Gastric volvulus with massive necrosis in the setting of CDH requires a high index of clinical suspicion for appropriate diagnosis. Literature has only few reported cases. Delay in diagnosis can lead onto significant morbidity such as loss of storage capacity of the stomach. Plain X-ray of the chest with both domes of diaphragm in erect posture is needed to clinch an early diagnosis . In equivocal cases, an upper gastrointestinal contrast study is helpful . Also, CECT scan of the chest with three dimensional reconstructions can clearly show the herniation of abdominal contents into the chest cavity . Abnormal position of the stomach with non-enhancing wall is suggestive of gastric volvulus with compromised blood supply .
In the occurrence of massive gastric necrosis, a near total or total gastrectomy may be required, with restoration of esophago-intestinal continuity by anastomosis with residual stomach or interposition of a loop of the small intestine . In our patient, part of the antrum and fundus was viable, which was used to reconstruct the residual stomach.

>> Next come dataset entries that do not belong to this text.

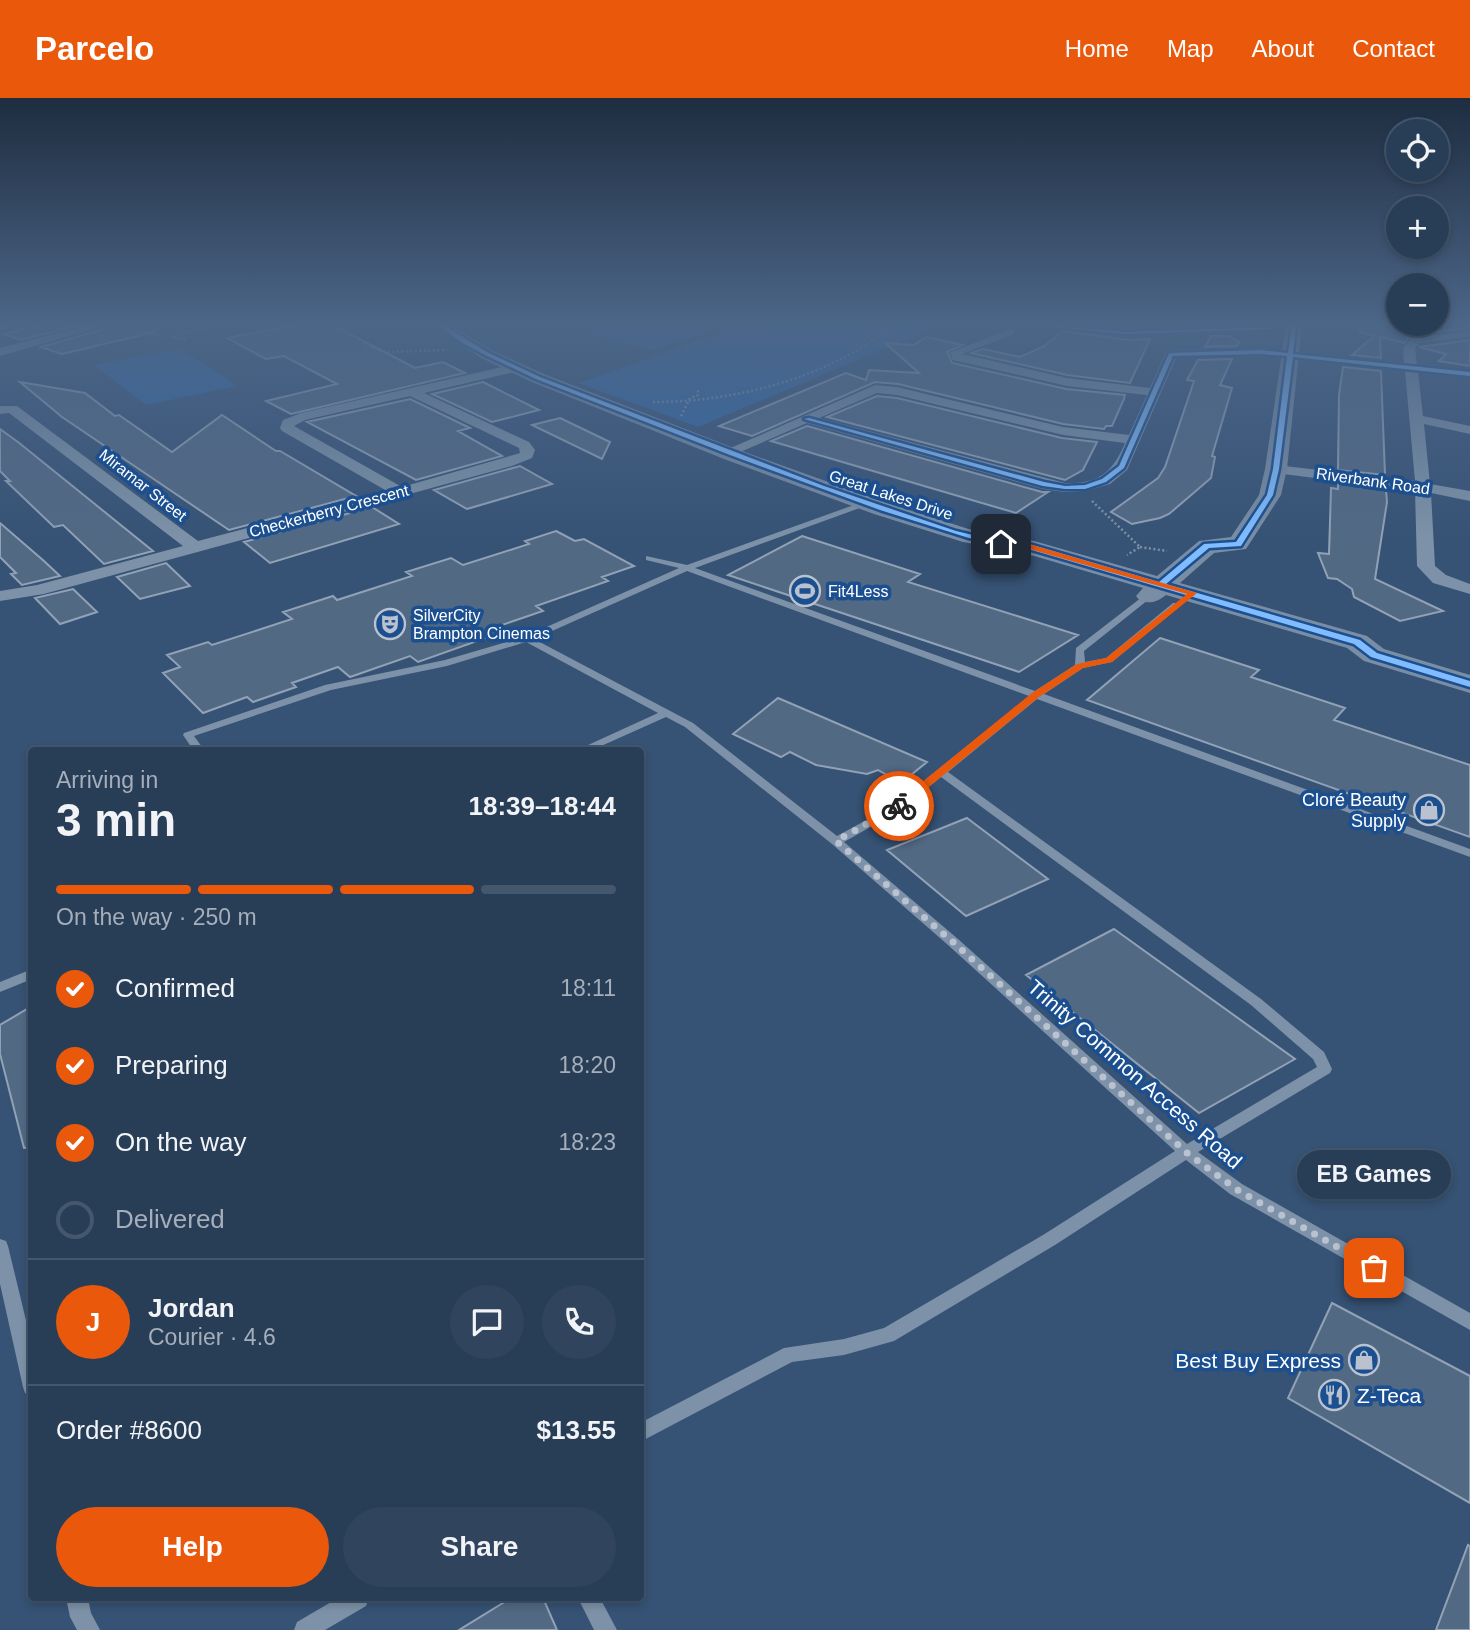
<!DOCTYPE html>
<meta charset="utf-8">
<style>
:root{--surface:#283e57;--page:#30455d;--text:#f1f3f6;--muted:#a5aeba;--line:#44576d;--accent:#ea580c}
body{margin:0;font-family:Arial,sans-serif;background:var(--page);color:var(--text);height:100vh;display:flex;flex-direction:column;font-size:26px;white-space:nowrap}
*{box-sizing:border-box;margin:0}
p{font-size:23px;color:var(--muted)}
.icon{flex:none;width:38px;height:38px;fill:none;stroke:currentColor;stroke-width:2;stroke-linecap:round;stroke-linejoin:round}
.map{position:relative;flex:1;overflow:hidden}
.details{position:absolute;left:28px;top:649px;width:616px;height:854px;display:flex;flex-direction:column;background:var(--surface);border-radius:7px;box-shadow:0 4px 10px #0003,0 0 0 2px var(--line)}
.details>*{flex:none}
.buttons{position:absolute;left:1386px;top:21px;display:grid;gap:14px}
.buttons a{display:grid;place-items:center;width:63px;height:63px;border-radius:50%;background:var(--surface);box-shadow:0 4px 10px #0003,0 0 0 2px var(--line);font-size:35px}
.pin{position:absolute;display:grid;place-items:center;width:60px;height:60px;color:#fff;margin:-30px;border-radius:14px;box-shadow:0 4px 10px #0006}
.courier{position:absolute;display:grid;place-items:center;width:70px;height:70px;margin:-35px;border:5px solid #ea580c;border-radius:50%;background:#fff;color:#222;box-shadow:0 2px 9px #0007}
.bubble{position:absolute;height:49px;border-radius:24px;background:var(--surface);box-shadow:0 4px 10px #0003,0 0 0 2px var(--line);font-size:23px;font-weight:600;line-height:49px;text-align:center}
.head em{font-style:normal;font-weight:600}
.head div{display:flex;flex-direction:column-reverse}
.head{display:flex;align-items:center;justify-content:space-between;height:119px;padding:0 28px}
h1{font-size:46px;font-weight:600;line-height:52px}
.bar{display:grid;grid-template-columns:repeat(4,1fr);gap:10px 7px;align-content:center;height:84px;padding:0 28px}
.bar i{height:9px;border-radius:5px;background:var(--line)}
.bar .current{background:var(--accent)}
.bar p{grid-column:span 4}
.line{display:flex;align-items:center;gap:18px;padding:0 28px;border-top:2px solid var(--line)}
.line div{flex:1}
.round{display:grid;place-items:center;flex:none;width:74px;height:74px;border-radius:37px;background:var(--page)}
ol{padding:0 28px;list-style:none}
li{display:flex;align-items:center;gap:21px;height:77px}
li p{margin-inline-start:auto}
li .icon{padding:7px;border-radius:50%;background:var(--accent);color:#fff;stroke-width:4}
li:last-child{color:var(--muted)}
li i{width:38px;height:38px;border:4px solid var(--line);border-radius:50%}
.cta{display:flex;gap:14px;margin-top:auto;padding:14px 28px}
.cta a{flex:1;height:80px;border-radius:42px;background:var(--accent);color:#fff;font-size:28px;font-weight:600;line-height:80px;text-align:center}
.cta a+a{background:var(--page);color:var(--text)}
header{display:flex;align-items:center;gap:42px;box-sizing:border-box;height:98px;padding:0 35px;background:var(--accent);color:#fff}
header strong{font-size:33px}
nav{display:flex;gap:38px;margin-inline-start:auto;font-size:24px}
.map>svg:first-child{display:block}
.green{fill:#2f66a5}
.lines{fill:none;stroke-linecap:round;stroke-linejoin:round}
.stream{stroke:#3b618d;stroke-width:4.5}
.building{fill:#526984;stroke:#92a2b6;stroke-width:2}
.path{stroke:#7d92a8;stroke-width:2.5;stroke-dasharray:2 2.5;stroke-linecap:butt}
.lane{fill:#7d92a8;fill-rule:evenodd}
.street{fill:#7d92a8;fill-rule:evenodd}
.secondary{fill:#798da4;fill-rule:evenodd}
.cycleway-casing{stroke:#1b4f8f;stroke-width:5}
.cycleway{fill:#80bcff;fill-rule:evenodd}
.route{fill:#ea580c}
.done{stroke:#b9c2ce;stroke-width:7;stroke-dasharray:0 12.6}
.labels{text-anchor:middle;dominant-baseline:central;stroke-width:7;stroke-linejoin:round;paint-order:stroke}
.far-street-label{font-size:16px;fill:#fff;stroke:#1b4f8f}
.far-poi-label{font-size:16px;fill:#fff;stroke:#1b4f8f;text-anchor:start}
.poi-label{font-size:18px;fill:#fff;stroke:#1b4f8f;text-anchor:end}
.near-street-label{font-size:21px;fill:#fff;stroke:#1b4f8f}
.near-poi-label{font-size:21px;fill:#fff;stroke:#1b4f8f;text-anchor:end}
</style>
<header>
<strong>Parcelo</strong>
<nav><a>Home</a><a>Map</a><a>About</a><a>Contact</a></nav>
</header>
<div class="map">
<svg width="1470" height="1532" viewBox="0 0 1470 1532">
<rect width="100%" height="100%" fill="#365274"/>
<path class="green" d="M605 227H728L653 252 583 234Z
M742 227H941L698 329 579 285Z
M1025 227H1271L1270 233 1123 239Z
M180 251 237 288 146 307 94 267Z"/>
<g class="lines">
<path class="stream" d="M1116 227H1170"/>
</g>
<path class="building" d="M40 227H80L21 242 3 236Z
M110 227H154L155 234 62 256 41 249 108 230Z
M296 227H333L415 270 443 264 465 275 291 316 266 303 337 286 284 258 266 261 227 240Z
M1360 227H1470V230L1411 237 1404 245 1380 239 1381 260 1352 257 1374 238 1359 234Z
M1063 233 1128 242 1150 241 1130 285 1067 277 971 255 983 251 1020 259 1043 249Z
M1211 238H1229L1239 244 1237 248 1205 249Z
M926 239 963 247 947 254 952 265 1066 291 1125 297 1124 301 1112 328H1106L1104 331 1063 326 898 286 875 284 752 338 719 328 846 275 866 282 869 272 919 275 885 245 914 247Z
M1470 242V268L1439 263 1446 256 1419 249Z
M1232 261 1220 287 1232 290 1212 358 1215 359 1211 380 1169 416 1160 420 1132 426 1111 414 1158 380 1165 369 1194 283 1187 282 1198 262Z
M1343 269 1381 273 1385 377 1338 372 1339 297Z
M20 284 85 295 115 318 119 317 172 354 222 317 276 353H280L356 398 229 432 62 319Z
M483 284 539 312 492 324 432 296Z
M877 298 897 300 1062 340 1097 344 1083 372 1065 382 827 319Z
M410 301 470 330 458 333 502 358 416 382 307 324Z
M560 320 610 344 602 361 532 327Z
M807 328 1042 394H1048L1016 415 771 343Z
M0 331 18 344 153 453 104 466 63 427 54 429 6 383H10L0 373Z
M520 368 552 386 467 411 434 392Z
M1338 386 1386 392 1387 404 1375 481 1443 513 1400 523 1354 499 1352 491 1337 481 1328 480 1318 455 1329 456 1331 390 1338 391Z
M372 409 399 426 270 465 244 444Z
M0 425 44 463 60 478 22 487 11 476 16 475 0 459Z
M556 433 575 443 584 441 634 468 602 479 608 483 536 508 543 513 490 531 497 536 418 564 410 558 350 579 338 569 292 585 296 589 253 604 247 599 203 615 163 575 180 569 167 557 208 544 212 547 292 521 283 514 333 498 337 502 412 478 406 474 451 460 463 467 529 446 525 443Z
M802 438 920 476 908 484 1078 537 1019 574 728 477Z
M166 465 190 488 140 501 117 479Z
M73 491 97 514 60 526 35 500Z
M1160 540 1259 572 1251 579 1345 610 1334 622 1470 667V739L1087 602Z
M778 600 927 664 901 685 878 672 867 676 816 667 790 654 781 659 733 636Z
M967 720 1048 781 966 818 887 752Z
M1114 831 1295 961 1199 1015 1026 877Z
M32 908V1049L24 1050 0 956V927Z
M1332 1205 1470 1278V1405L1288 1300Z
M1468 1447 1470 1448V1532H1436Z
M511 1500H543L557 1532H459Z"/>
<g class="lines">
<path class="path" d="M117 231 186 241
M888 232 897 227
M173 238 215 227
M363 245 381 254 447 252
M653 304C734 304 822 281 888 232L878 227
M681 318 690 300 698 297V290
M1092 403 1140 449 1127 457
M1140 449 1167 453"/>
<path class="lane" d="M865 403H868V407L695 470 1035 593 1075 567 1076 550 1146 496 1153 498 1084 553 1085 564 1106 560 1173 505H1179V509L1112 564 1083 570 1044 596 1470 751V759L1037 601 948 674 1261 901 1324 954 1332 971 1330 975 1198 1054 1242 1086 1470 1215V1232L1230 1096 1186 1062 1055 1147 894 1243 844 1257 792 1264 640 1344V1325L784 1250 844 1241 884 1230 1043 1137 1175 1053 948 847 832 746 685 629 666 619 590 653H575L658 615 526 544 447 568 331 592 194 638 205 653H194L183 637 184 635 325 587 445 562 524 539 679 470 646 462V458L687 467ZM687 473 1029 598 894 707 837 738 693 625 534 541ZM941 679 1251 907 1313 961 1317 969 1187 1046 958 841 844 744 902 711Z
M32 871V881L0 894V884Z
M0 1141 6 1143 8 1148 32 1247V1298L25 1295 23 1289 0 1186Z
M66 1500H88L91 1515 100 1532H77L70 1519Z
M338 1500H369L366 1508 325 1532H294L297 1524Z
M578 1500H600L617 1532H594Z"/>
<path class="street" d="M0 227H20L0 233Z
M89 227H107L0 258V250Z
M1010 231 1014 232V236L962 256 1067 280 1150 290 1165 256 1171 252 1260 250 1404 265 1403 251 1411 240 1470 233V239L1419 245 1415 251 1417 267 1470 272V280L1418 274 1423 318 1470 328V336L1424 326 1430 386 1470 393V403L1431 395 1435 468 1446 477 1470 486V496L1433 485 1417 468 1415 393 1276 375 1269 371 1276 367 1415 383 1405 273 1260 258 1176 260 1127 372 1110 386 1085 393 1065 394 1043 391 807 325 731 358H721L719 355 875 287 897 289 1063 329 1129 337 1147 297 1067 288 953 262 949 255ZM877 295 897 297 1063 337 1125 345C1112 375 1099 386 1065 385L819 320Z
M515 266 521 270 519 273 424 295 529 344 535 352 532 360 512 368 44 496 0 503V493L37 487 183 448 9 315 0 316V308H17L198 443 387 393 282 333 280 330 283 322 301 315ZM410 298 519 350 520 355 402 389 294 328 305 322Z"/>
<path class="secondary" d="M432 227H451L493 253 544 276 739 352 890 406 975 433 1034 443 1157 478 1199 443 1231 439 1259 397 1265 371 1286 227H1302L1287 371 1281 397 1246 451 1214 455 1180 485 1367 538 1384 551 1470 577V595L1364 563 1347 550 1166 497C1157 504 1151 506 1140 503L1136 498 1143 490 1024 455 963 444 874 416 724 361 532 284 481 260Z"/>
<g class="cycleway-casing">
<path id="cycleway" d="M438 227H443L489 255 540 279 824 388 956 433 989 441 1029 446 1159 484 1204 446 1236 444 1267 397 1273 371 1287 258 1260 256 1173 258 1124 370 1106 384 1085 391H1065L1043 388 804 321 809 320 1044 384 1065 388 1085 387 1102 381 1119 368 1169 255 1260 252 1288 255 1292 227H1296L1293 256 1470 274V278L1293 259 1279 371 1273 397 1241 448 1209 450 1166 486 1360 542 1377 555 1470 583V589L1371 559 1354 546 1025 450 969 440 880 412 730 357 536 281 485 257 461 244Z
M1043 227 1125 234 1272 229 1274 230 1272 231 1125 236 1045 228Z"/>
</g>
<use href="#cycleway" class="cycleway"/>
</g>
<linearGradient id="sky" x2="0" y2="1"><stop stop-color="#1e2d40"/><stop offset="0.51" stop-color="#4c6688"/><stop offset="1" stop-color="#4c6688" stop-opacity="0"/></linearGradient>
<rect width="1470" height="441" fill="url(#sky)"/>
<path class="route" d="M1001 444 1029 446 1197 495 1112 564 1083 570 1039 599 903 710H895V706L1032 595 1077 566 1106 560 1187 496 1026 450 998 448Z"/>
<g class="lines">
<path class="done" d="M899 708 836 743 953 844 1186 1054 1236 1091 1374 1170"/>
</g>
<defs>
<g id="stadium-ring" transform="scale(1.575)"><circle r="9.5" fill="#1b4f8f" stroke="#b9c2ce" stroke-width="1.5"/><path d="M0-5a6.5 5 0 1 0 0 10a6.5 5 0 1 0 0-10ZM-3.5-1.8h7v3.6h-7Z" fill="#b9c2ce"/></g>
<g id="theatre-ring" transform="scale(1.575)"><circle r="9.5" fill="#1b4f8f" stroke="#b9c2ce" stroke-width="1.5"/><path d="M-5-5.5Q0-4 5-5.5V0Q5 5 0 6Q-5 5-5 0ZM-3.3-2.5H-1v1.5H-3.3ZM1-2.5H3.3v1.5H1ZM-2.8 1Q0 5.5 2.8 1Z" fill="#b9c2ce"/></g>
<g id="shop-ring" transform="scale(1.575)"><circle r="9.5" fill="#1b4f8f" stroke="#b9c2ce" stroke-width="1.5"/><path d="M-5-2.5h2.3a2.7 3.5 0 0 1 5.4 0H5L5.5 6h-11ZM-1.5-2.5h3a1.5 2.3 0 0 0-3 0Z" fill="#b9c2ce"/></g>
<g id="restaurant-ring" transform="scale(1.575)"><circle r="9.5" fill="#1b4f8f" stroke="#b9c2ce" stroke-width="1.5"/><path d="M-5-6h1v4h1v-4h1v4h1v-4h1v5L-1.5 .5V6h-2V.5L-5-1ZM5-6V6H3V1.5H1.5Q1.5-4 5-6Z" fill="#b9c2ce"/></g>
</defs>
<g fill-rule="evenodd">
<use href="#stadium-ring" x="805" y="493"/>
<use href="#theatre-ring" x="390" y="526"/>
<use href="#shop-ring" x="1429" y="712"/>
<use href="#shop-ring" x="1364" y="1262"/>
<use href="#restaurant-ring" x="1334" y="1297"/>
</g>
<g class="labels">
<g class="far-street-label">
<text transform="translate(1373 383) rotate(8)">Riverbank Road</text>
<text transform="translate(143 387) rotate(38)">Miramar Street</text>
<text transform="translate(891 397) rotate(18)">Great Lakes Drive</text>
<text transform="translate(329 413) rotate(-15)">Checkerberry Crescent</text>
</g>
<g class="far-poi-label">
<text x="828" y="493">Fit4Less</text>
<text x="413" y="517">SilverCity<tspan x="413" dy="18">Brampton Cinemas</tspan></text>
</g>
<g class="poi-label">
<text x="1406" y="702">Cloré Beauty<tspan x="1406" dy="21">Supply</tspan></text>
</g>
<g class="near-street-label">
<text transform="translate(1135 976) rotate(41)">Trinity Common Access Road</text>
</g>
<g class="near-poi-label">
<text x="1341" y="1262">Best Buy Express</text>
<text x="1357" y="1297" text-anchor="start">Z-Teca</text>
</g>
</g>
</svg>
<div class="buttons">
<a><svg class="icon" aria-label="locate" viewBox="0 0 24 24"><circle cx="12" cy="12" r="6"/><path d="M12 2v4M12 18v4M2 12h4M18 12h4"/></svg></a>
<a>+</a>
<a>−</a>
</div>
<div class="pin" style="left:1374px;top:1170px;background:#ea580c"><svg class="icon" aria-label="bag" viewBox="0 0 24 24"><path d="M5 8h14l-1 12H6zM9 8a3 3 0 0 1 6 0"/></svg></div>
<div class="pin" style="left:1001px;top:446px;background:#1f2937"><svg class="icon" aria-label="home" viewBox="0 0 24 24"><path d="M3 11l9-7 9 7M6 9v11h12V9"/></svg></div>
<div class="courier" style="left:899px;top:708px"><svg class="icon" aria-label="bike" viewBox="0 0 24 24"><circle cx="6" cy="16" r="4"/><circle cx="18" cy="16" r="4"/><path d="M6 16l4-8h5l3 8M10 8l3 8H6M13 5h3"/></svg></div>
<div class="bubble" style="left:1297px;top:1052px;width:154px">EB Games</div>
<section class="details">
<div class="head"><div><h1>3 min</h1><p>Arriving in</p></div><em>18:39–18:44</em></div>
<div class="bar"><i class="current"></i><i class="current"></i><i class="current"></i><i></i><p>On the way · 250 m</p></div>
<ol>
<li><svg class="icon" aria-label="check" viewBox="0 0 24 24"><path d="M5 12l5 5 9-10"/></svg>Confirmed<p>18:11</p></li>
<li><svg class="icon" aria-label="check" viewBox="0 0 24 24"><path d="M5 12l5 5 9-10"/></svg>Preparing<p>18:20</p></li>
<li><svg class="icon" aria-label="check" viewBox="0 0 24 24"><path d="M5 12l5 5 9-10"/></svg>On the way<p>18:23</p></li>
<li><i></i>Delivered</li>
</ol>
<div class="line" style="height:126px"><b class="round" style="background:var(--accent);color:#fff">J</b><div><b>Jordan</b><p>Courier · 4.6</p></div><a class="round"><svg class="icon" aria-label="chat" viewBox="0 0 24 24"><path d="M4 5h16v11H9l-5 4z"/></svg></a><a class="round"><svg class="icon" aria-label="phone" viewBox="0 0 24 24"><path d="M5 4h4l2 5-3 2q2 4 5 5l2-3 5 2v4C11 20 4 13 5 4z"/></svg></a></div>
<div class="line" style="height:91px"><div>Order #8600</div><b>$13.55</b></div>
<div class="cta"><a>Help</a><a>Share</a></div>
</section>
</div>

The stomach receives blood supply via the right and left gastric arteries and also the right and left gastro-epiploic arteries. This ensures an excellent and extensive collateral supply allowing organ preservation even in the setting of massive necrosis . Hence, the aim is to do conservative resection, removing only the absolutely nonviable tissue and allow the collaterals to take over the salvage of the gastric remnant. Nevertheless, gastric volvulus has a high mortality rate of 30–50%, and up to 60% when strangulation or significant vascular compromise is present. An early diagnosis and prompt surgical treatment is required for an uneventful recovery .
Shukla et al.  report the rarity of massive gastric necrosis in the literature. Of the 2 cases reported in their series, one underwent total gastrectomy and the other partial resection and reconstruction of the stomach. Our case is similar to the second case in terms of gastric salvage, but different from the associated diaphragmatic eventration in both their cases whereas our child had a diaphragmatic hernia.
Strengths of this report include the timely sequence of diagnosis, surgical management and recovery. The inability to document the actual area of vascular demarcation before surgery is a limitation of this case report.